Work order.
Filter the entries down to the lines holding "South", then copy those lines.

::::::::

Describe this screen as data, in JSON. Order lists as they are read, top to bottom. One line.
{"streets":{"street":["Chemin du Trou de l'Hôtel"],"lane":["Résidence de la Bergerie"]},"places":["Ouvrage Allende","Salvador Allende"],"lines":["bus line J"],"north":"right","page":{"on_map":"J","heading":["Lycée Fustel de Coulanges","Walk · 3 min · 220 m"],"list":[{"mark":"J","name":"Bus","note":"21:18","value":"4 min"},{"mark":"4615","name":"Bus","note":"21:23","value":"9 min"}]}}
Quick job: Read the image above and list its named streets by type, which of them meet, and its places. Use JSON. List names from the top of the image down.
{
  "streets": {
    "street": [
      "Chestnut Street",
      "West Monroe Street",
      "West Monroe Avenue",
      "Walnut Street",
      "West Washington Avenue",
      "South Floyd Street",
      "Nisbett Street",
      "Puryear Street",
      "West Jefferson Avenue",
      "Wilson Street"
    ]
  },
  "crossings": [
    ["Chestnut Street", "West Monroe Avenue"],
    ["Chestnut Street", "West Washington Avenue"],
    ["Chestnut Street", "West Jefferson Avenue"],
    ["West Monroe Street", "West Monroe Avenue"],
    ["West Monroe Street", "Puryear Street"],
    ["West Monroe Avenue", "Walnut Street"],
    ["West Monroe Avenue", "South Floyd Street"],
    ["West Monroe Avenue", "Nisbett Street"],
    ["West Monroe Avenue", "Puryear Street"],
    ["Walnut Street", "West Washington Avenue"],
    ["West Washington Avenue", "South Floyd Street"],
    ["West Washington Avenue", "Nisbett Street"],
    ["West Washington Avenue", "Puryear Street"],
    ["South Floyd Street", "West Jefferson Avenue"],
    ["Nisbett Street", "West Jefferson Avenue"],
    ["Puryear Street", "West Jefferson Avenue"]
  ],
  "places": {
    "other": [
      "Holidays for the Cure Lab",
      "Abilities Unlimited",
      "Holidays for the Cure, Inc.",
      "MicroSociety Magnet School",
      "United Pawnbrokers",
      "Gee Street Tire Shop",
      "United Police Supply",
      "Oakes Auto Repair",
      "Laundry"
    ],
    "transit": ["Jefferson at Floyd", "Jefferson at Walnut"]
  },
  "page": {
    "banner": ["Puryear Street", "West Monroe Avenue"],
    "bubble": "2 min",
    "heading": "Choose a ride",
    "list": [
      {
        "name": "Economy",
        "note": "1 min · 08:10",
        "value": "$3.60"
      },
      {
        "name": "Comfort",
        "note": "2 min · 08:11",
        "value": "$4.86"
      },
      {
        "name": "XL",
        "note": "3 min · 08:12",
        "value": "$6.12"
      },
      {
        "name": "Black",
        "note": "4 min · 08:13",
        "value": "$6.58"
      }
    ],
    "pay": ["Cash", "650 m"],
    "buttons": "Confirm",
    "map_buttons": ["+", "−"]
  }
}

::::::::

Solution.
      "South Floyd Street",
    ["West Monroe Avenue", "South Floyd Street"],
    ["West Washington Avenue", "South Floyd Street"],
    ["South Floyd Street", "West Jefferson Avenue"],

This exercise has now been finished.